[Saved entries]
□ □ □

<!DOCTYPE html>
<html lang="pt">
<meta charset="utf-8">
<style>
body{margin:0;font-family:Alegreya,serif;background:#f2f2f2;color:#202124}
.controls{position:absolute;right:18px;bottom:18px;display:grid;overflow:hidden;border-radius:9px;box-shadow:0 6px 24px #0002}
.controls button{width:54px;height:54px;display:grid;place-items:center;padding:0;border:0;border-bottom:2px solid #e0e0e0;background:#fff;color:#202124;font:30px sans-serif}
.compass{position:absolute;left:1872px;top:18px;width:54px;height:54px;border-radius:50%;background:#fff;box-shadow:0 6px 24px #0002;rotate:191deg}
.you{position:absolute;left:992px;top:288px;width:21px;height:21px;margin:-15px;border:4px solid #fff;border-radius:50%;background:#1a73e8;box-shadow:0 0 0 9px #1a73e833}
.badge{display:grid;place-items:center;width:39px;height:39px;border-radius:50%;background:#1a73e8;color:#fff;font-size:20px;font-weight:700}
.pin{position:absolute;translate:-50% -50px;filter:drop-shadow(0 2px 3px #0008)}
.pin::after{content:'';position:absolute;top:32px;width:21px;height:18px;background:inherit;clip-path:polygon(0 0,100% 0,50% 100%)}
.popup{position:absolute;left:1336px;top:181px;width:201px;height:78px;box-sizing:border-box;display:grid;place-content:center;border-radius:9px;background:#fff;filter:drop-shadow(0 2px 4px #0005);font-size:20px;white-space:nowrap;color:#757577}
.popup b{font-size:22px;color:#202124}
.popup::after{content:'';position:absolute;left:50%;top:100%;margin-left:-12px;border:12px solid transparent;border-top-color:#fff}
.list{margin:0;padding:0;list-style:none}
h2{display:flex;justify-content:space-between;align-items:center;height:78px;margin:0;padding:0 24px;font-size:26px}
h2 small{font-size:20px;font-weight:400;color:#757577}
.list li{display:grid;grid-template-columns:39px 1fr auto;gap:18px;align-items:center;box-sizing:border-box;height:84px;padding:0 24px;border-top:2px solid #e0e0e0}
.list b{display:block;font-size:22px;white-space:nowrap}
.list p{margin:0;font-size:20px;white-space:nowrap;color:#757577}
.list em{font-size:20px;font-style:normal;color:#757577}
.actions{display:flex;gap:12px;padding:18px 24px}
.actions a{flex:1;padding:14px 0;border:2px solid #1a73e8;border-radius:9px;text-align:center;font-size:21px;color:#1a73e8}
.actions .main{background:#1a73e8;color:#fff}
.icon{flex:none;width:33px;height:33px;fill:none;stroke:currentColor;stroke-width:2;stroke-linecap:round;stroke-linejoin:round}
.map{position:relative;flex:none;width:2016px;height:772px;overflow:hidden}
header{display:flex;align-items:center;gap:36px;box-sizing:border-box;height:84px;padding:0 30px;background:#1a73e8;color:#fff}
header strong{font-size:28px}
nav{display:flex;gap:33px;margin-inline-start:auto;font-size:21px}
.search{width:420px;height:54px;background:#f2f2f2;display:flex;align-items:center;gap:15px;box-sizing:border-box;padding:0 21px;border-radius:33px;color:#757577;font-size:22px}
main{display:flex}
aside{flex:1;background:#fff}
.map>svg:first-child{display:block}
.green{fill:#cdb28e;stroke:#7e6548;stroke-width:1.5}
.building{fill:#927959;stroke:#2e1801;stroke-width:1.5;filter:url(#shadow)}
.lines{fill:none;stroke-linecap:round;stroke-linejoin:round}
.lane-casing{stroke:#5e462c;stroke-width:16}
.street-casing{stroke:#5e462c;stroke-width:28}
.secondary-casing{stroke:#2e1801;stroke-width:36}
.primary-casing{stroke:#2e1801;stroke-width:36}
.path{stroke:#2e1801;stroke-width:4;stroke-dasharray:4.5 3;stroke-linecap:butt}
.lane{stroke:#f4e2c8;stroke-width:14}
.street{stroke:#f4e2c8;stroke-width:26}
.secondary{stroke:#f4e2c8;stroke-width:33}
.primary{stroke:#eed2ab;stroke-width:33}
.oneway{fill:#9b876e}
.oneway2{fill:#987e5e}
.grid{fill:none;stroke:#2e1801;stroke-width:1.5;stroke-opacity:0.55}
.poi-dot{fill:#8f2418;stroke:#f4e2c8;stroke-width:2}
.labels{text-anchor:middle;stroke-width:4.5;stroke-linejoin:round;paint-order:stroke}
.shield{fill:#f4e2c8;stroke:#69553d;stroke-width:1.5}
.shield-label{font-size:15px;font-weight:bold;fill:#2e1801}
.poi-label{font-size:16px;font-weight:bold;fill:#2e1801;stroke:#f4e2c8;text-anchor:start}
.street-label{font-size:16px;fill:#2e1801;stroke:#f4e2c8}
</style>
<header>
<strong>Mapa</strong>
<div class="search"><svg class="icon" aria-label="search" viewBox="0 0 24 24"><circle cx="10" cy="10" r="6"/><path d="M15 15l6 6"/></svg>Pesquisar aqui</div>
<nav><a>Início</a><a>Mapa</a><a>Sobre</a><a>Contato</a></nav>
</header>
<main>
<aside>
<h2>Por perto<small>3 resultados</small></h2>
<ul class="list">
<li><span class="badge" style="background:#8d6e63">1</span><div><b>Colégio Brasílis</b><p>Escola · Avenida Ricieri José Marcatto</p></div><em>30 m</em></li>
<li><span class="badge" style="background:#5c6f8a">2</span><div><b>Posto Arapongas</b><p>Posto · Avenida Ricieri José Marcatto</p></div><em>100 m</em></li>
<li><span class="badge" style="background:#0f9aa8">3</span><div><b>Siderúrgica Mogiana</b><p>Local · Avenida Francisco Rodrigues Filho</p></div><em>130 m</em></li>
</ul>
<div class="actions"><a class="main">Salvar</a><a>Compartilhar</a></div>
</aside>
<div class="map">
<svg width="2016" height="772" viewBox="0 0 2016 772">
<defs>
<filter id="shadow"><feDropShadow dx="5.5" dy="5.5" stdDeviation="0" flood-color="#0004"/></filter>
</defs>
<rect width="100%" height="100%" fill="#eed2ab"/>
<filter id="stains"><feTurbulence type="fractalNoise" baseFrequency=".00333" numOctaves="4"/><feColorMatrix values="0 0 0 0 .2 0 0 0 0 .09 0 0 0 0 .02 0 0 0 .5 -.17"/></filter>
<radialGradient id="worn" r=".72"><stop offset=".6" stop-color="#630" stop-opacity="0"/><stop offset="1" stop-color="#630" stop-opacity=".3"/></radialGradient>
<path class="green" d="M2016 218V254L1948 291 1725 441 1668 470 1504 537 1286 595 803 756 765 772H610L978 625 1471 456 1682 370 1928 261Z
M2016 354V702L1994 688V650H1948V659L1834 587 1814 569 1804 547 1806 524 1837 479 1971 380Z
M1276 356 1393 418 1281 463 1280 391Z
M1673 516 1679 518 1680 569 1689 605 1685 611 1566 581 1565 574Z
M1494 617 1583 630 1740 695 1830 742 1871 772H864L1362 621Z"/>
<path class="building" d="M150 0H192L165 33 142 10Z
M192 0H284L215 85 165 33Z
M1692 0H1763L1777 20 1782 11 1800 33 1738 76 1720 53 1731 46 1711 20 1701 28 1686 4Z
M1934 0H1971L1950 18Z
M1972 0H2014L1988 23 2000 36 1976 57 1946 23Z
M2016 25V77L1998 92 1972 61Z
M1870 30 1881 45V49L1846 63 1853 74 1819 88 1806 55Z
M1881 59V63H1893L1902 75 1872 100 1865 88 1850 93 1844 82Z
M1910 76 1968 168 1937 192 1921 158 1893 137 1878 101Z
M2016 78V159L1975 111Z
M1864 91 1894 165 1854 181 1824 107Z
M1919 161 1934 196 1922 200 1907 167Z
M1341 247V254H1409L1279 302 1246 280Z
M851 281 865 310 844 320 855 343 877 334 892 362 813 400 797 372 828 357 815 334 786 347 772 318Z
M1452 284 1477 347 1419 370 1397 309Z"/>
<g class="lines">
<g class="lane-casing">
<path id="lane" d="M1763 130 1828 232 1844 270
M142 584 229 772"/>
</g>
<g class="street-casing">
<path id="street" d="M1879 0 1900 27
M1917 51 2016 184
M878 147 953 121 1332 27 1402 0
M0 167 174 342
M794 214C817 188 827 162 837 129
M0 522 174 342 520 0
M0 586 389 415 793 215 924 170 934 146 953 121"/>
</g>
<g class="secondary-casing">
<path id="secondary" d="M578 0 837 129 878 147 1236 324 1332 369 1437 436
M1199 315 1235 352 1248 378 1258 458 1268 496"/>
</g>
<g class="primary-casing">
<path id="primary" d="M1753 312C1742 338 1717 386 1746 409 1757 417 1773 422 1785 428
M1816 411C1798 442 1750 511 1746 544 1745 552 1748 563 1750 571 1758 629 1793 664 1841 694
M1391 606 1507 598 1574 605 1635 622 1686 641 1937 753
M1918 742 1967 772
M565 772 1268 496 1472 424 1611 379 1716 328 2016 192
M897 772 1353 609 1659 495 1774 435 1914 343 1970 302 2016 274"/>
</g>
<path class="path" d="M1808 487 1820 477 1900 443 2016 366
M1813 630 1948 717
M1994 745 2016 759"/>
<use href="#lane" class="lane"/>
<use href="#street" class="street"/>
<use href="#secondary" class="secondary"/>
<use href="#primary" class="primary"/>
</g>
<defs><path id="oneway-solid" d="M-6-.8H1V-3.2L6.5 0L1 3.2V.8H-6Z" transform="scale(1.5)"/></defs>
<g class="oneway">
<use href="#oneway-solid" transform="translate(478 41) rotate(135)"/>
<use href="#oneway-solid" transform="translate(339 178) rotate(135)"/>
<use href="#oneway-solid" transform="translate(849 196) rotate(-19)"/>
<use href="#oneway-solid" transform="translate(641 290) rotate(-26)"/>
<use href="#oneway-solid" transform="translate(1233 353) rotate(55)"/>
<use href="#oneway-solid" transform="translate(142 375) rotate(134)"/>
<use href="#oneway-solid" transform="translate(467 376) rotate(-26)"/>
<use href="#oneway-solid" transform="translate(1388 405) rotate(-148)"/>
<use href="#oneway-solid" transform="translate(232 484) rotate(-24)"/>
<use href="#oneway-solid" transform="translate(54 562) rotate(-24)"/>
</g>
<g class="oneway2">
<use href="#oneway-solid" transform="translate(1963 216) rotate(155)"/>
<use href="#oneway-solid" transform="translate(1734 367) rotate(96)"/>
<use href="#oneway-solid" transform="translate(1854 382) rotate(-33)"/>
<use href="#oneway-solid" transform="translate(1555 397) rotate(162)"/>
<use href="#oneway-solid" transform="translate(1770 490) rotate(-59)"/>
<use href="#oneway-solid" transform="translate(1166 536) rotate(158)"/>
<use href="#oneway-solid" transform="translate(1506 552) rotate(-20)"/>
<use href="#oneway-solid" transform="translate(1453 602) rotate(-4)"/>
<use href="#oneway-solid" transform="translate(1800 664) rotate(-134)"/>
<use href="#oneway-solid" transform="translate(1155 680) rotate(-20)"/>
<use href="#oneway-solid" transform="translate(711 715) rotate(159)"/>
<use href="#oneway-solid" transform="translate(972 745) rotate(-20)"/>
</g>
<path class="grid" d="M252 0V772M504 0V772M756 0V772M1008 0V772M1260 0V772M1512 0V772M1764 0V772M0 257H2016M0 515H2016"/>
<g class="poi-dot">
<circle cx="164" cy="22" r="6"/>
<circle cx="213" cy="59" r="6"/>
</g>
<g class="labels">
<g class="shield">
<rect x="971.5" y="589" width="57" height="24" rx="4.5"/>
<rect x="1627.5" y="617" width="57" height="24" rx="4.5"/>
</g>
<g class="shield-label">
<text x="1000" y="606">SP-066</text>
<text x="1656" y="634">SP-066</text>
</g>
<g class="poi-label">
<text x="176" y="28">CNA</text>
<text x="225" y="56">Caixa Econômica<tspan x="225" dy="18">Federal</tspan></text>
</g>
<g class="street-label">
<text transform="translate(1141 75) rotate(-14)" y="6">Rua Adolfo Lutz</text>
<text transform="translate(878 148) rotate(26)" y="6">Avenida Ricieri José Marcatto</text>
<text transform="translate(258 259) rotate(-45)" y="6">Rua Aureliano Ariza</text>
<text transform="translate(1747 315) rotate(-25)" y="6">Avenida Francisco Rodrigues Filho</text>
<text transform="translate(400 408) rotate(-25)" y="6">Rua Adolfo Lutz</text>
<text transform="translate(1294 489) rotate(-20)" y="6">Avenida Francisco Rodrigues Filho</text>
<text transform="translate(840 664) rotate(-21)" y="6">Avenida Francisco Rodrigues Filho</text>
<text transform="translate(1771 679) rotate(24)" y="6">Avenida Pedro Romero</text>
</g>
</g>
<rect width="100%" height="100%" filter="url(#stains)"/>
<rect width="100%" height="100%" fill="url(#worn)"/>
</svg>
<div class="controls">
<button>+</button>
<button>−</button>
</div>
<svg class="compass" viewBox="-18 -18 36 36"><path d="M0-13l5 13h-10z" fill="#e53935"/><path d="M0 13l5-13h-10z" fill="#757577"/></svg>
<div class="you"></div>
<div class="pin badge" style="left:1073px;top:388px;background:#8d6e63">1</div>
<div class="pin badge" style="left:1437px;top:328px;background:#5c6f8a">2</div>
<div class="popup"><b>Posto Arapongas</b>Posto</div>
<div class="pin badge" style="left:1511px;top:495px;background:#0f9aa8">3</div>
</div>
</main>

□ □ □

▶ [Your objective]:
Go through the records above and copy every line holding the word "labels".

▶ [Task solution]:
.labels{text-anchor:middle;stroke-width:4.5;stroke-linejoin:round;paint-order:stroke}
<g class="labels">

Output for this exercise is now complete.